===== MATERIAL TO PROCESS =====

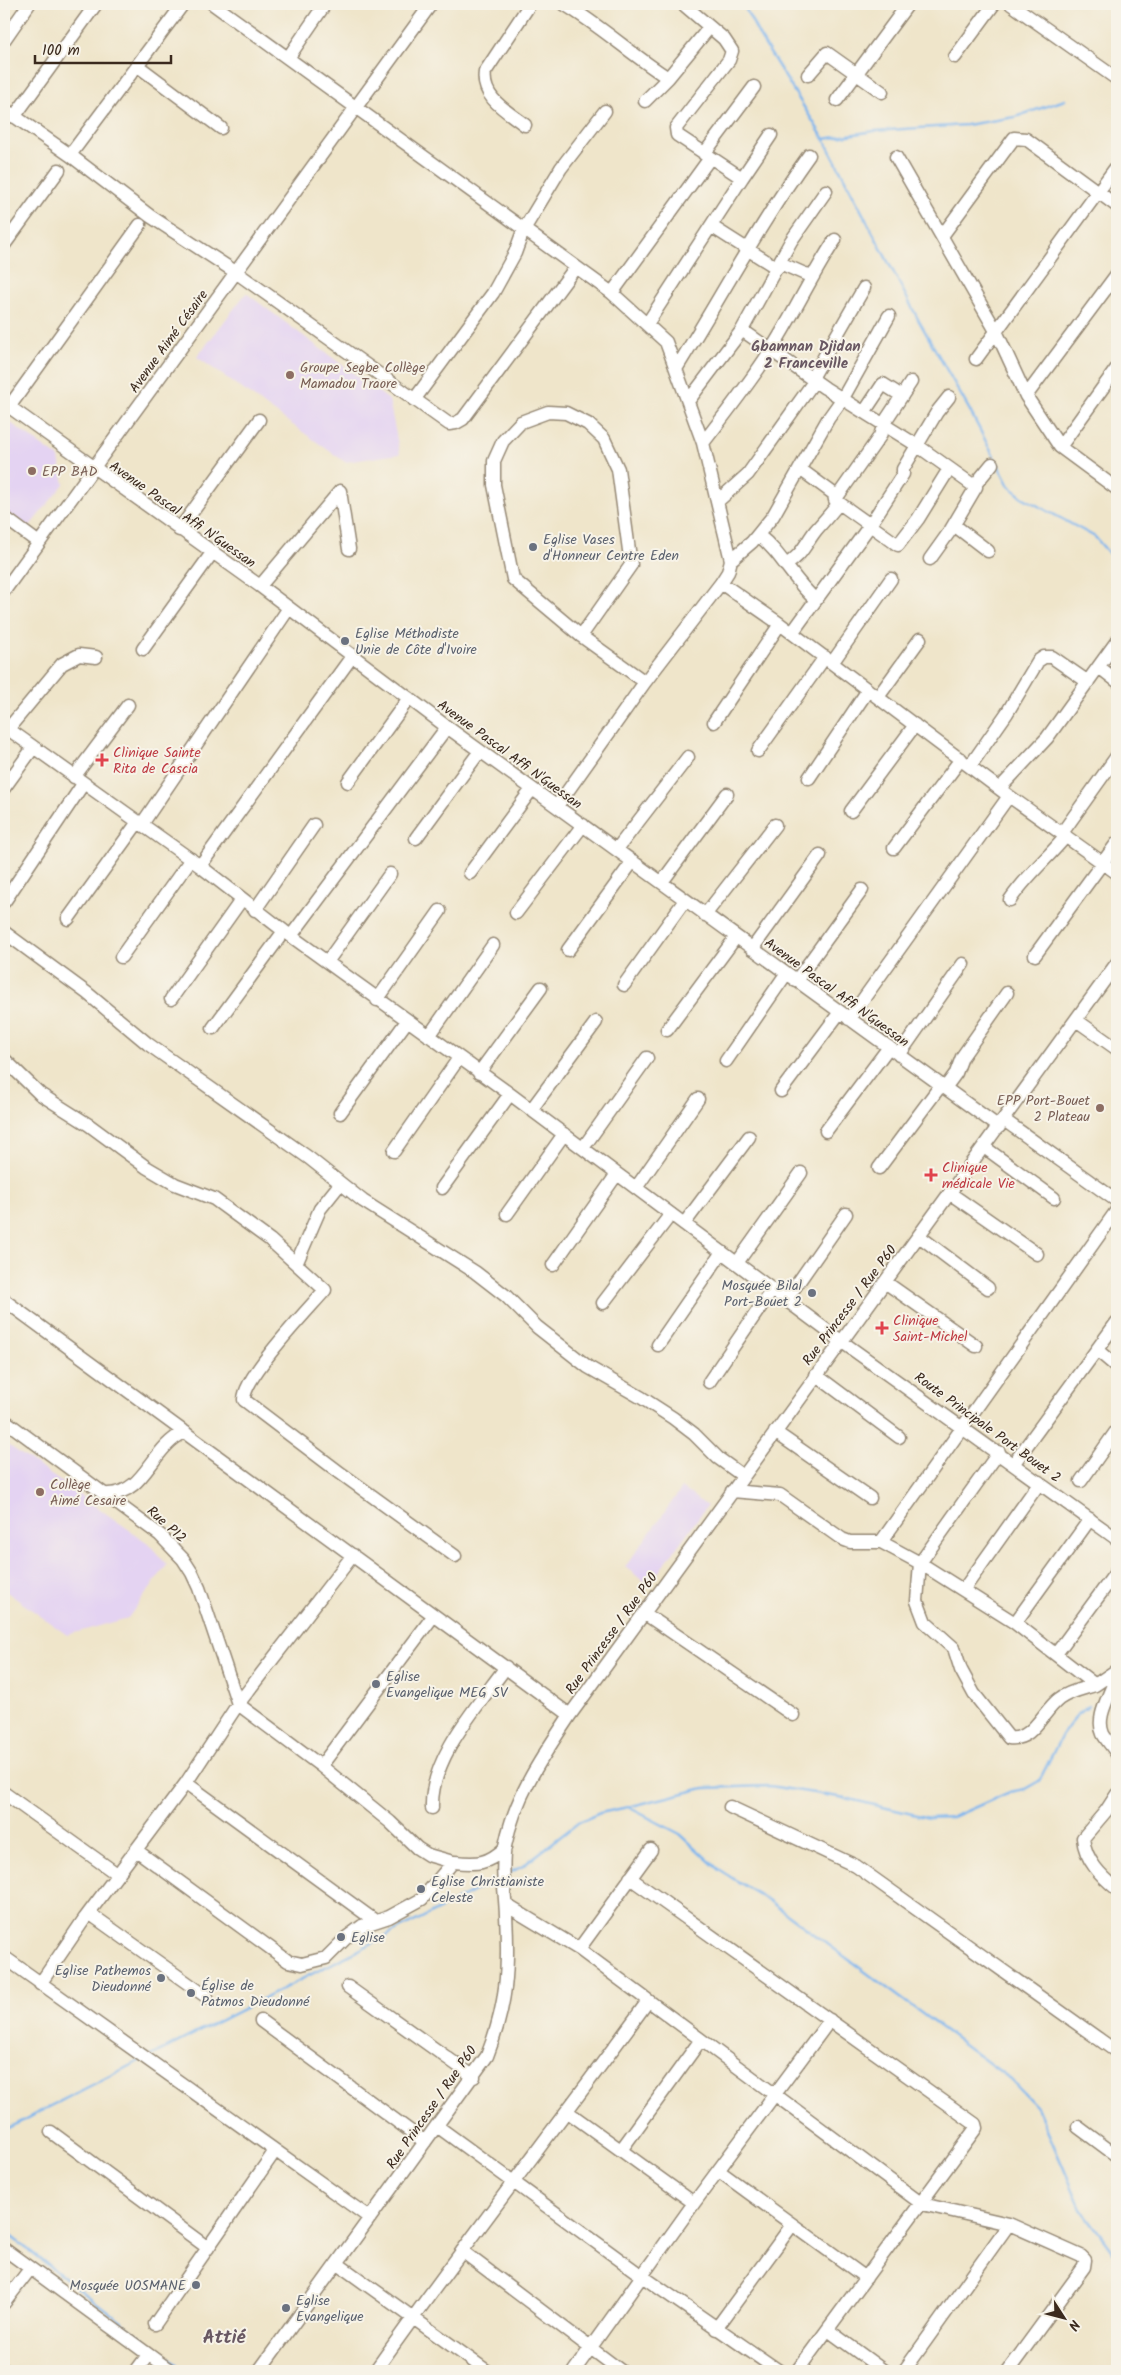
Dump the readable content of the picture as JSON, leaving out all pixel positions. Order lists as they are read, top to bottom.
{
  "streets": {
    "street": [
      "Avenue Aimé Césaire",
      "Avenue Pascal Affi N'Guessan",
      "Rue Princesse / Rue P60",
      "Route Principale Port Bouet 2",
      "Rue P12"
    ]
  },
  "crossings": [
    ["Avenue Aimé Césaire", "Avenue Pascal Affi N'Guessan"],
    ["Avenue Pascal Affi N'Guessan", "Rue Princesse / Rue P60"],
    ["Rue Princesse / Rue P60", "Route Principale Port Bouet 2"]
  ],
  "districts": ["Gbamnan Djidan 2 Franceville", "Attié"],
  "places": {
    "other": [
      "Groupe Segbe Collège Mamadou Traore",
      "EPP BAD",
      "Eglise Vases d'Honneur Centre Eden",
      "Eglise Méthodiste Unie de Côte d'Ivoire",
      "EPP Port-Bouet 2 Plateau",
      "Mosquée Bilal Port-Bouet 2",
      "Collège Aimé Cesaire",
      "Eglise Evangelique MEG SV",
      "Eglise Christianiste Celeste",
      "Eglise",
      "Eglise Pathemos Dieudonné",
      "Église de Patmos Dieudonné",
      "Mosquée UOSMANE",
      "Eglise Evangelique"
    ],
    "health": ["Clinique Sainte Rita de Cascia", "Clinique médicale Vie", "Clinique Saint-Michel"]
  },
  "scale_bar": "100 m",
  "north": "bottom right"
}
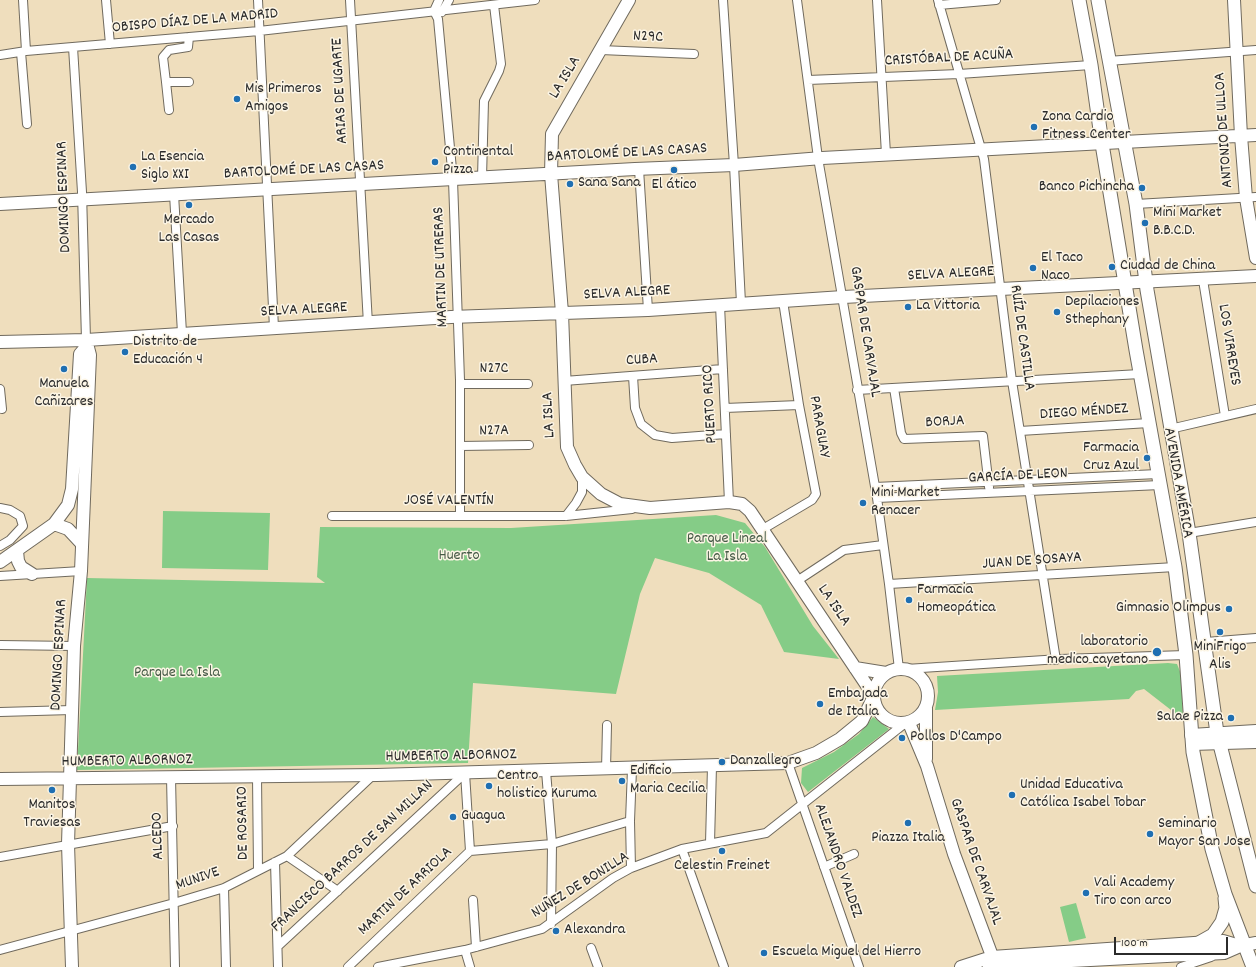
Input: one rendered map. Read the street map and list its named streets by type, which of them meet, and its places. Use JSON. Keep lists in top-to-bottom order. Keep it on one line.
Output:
{"streets":{"main road":["AVENIDA AMÉRICA"],"street":["OBISPO DÍAZ DE LA MADRID","N29C","CRISTÓBAL DE ACUÑA","LA ISLA","ARIAS DE UGARTE","ANTONIO DE ULLOA","BARTOLOMÉ DE LAS CASAS","DOMINGO ESPINAR","MARTIN DE UTRERAS","SELVA ALEGRE","GASPAR DE CARVAJAL","RUÍZ DE CASTILLA","LOS VIRREYES","CUBA","N27C","PUERTO RICO","DIEGO MÉNDEZ","BORJA","PARAGUAY","N27A","GARCÍA DE LEON","JOSÉ VALENTÍN","JUAN DE SOSAYA","HUMBERTO ALBORNOZ","DE ROSARIO","ALCEDO","FRANCISCO BARROS DE SAN MILLAN","ALEJANDRO VALDEZ","MUNIVE","NUÑEZ DE BONILLA","MARTIN DE ARRIOLA"]},"crossings":[["OBISPO DÍAZ DE LA MADRID","ARIAS DE UGARTE"],["OBISPO DÍAZ DE LA MADRID","DOMINGO ESPINAR"],["OBISPO DÍAZ DE LA MADRID","MARTIN DE UTRERAS"],["N29C","LA ISLA"],["CRISTÓBAL DE ACUÑA","GASPAR DE CARVAJAL"],["CRISTÓBAL DE ACUÑA","RUÍZ DE CASTILLA"],["CRISTÓBAL DE ACUÑA","AVENIDA AMÉRICA"],["LA ISLA","BARTOLOMÉ DE LAS CASAS"],["LA ISLA","SELVA ALEGRE"],["LA ISLA","GASPAR DE CARVAJAL"],["LA ISLA","CUBA"],["LA ISLA","PUERTO RICO"],["LA ISLA","PARAGUAY"],["LA ISLA","JOSÉ VALENTÍN"],["LA ISLA","HUMBERTO ALBORNOZ"],["LA ISLA","NUÑEZ DE BONILLA"],["ARIAS DE UGARTE","BARTOLOMÉ DE LAS CASAS"],["ARIAS DE UGARTE","SELVA ALEGRE"],["ANTONIO DE ULLOA","BARTOLOMÉ DE LAS CASAS"],["BARTOLOMÉ DE LAS CASAS","DOMINGO ESPINAR"],["BARTOLOMÉ DE LAS CASAS","MARTIN DE UTRERAS"],["BARTOLOMÉ DE LAS CASAS","GASPAR DE CARVAJAL"],["BARTOLOMÉ DE LAS CASAS","RUÍZ DE CASTILLA"],["BARTOLOMÉ DE LAS CASAS","AVENIDA AMÉRICA"],["DOMINGO ESPINAR","SELVA ALEGRE"],["DOMINGO ESPINAR","HUMBERTO ALBORNOZ"],["DOMINGO ESPINAR","MUNIVE"],["MARTIN DE UTRERAS","SELVA ALEGRE"],["MARTIN DE UTRERAS","N27C"],["MARTIN DE UTRERAS","N27A"],["MARTIN DE UTRERAS","JOSÉ VALENTÍN"],["SELVA ALEGRE","GASPAR DE CARVAJAL"],["SELVA ALEGRE","RUÍZ DE CASTILLA"],["SELVA ALEGRE","LOS VIRREYES"],["SELVA ALEGRE","PUERTO RICO"],["SELVA ALEGRE","PARAGUAY"],["SELVA ALEGRE","AVENIDA AMÉRICA"],["GASPAR DE CARVAJAL","GARCÍA DE LEON"],["GASPAR DE CARVAJAL","JUAN DE SOSAYA"],["GASPAR DE CARVAJAL","HUMBERTO ALBORNOZ"],["GASPAR DE CARVAJAL","NUÑEZ DE BONILLA"],["RUÍZ DE CASTILLA","DIEGO MÉNDEZ"],["RUÍZ DE CASTILLA","GARCÍA DE LEON"],["RUÍZ DE CASTILLA","JUAN DE SOSAYA"],["CUBA","PUERTO RICO"],["DIEGO MÉNDEZ","AVENIDA AMÉRICA"],["BORJA","GARCÍA DE LEON"],["GARCÍA DE LEON","AVENIDA AMÉRICA"],["AVENIDA AMÉRICA","JUAN DE SOSAYA"],["HUMBERTO ALBORNOZ","DE ROSARIO"],["HUMBERTO ALBORNOZ","ALCEDO"],["HUMBERTO ALBORNOZ","FRANCISCO BARROS DE SAN MILLAN"],["HUMBERTO ALBORNOZ","ALEJANDRO VALDEZ"],["HUMBERTO ALBORNOZ","MUNIVE"],["HUMBERTO ALBORNOZ","NUÑEZ DE BONILLA"],["DE ROSARIO","FRANCISCO BARROS DE SAN MILLAN"],["DE ROSARIO","MUNIVE"],["ALCEDO","MUNIVE"],["ALEJANDRO VALDEZ","NUÑEZ DE BONILLA"]],"parks":["Parque Lineal La Isla","Huerto","Parque La Isla"],"places":["Mis Primeros Amigos","Zona Cardio Fitness Center","Continental Pizza","La Esencia Siglo XXI","El ático","Sana Sana","Banco Pichincha","Mercado Las Casas","Mini Market B.B.C.D.","Ciudad de China","El Taco Naco","La Vittoria","Depilaciones Sthephany","Distrito de Educación 4","Manuela Cañizares","Farmacia Cruz Azul","Mini Market Renacer","Farmacia Homeopática","Gimnasio Olimpus","MiniFrigo Alis","laboratorio medico cayetano","Embajada de Italia","Salae Pizza","Pollos D'Campo","Danzallegro","Edificio Maria Cecilia","Centro holistico Kuruma","Manitos Traviesas","Unidad Educativa Católica Isabel Tobar","Guagua","Piazza Italia","Seminario Mayor San Jose","Celestin Freinet","Vali Academy Tiro con arco","Alexandra","Escuela Miguel del Hierro"],"scale_bar":"100 m"}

=====

▸ TASK STATEMENT
Go through the entries and copy each line holding the string "Guessan".

▸ TASK SOLUTION
      "Avenue Pascal Affi N'Guessan",
    ["Avenue Aimé Césaire", "Avenue Pascal Affi N'Guessan"],
    ["Avenue Pascal Affi N'Guessan", "Rue Princesse / Rue P60"],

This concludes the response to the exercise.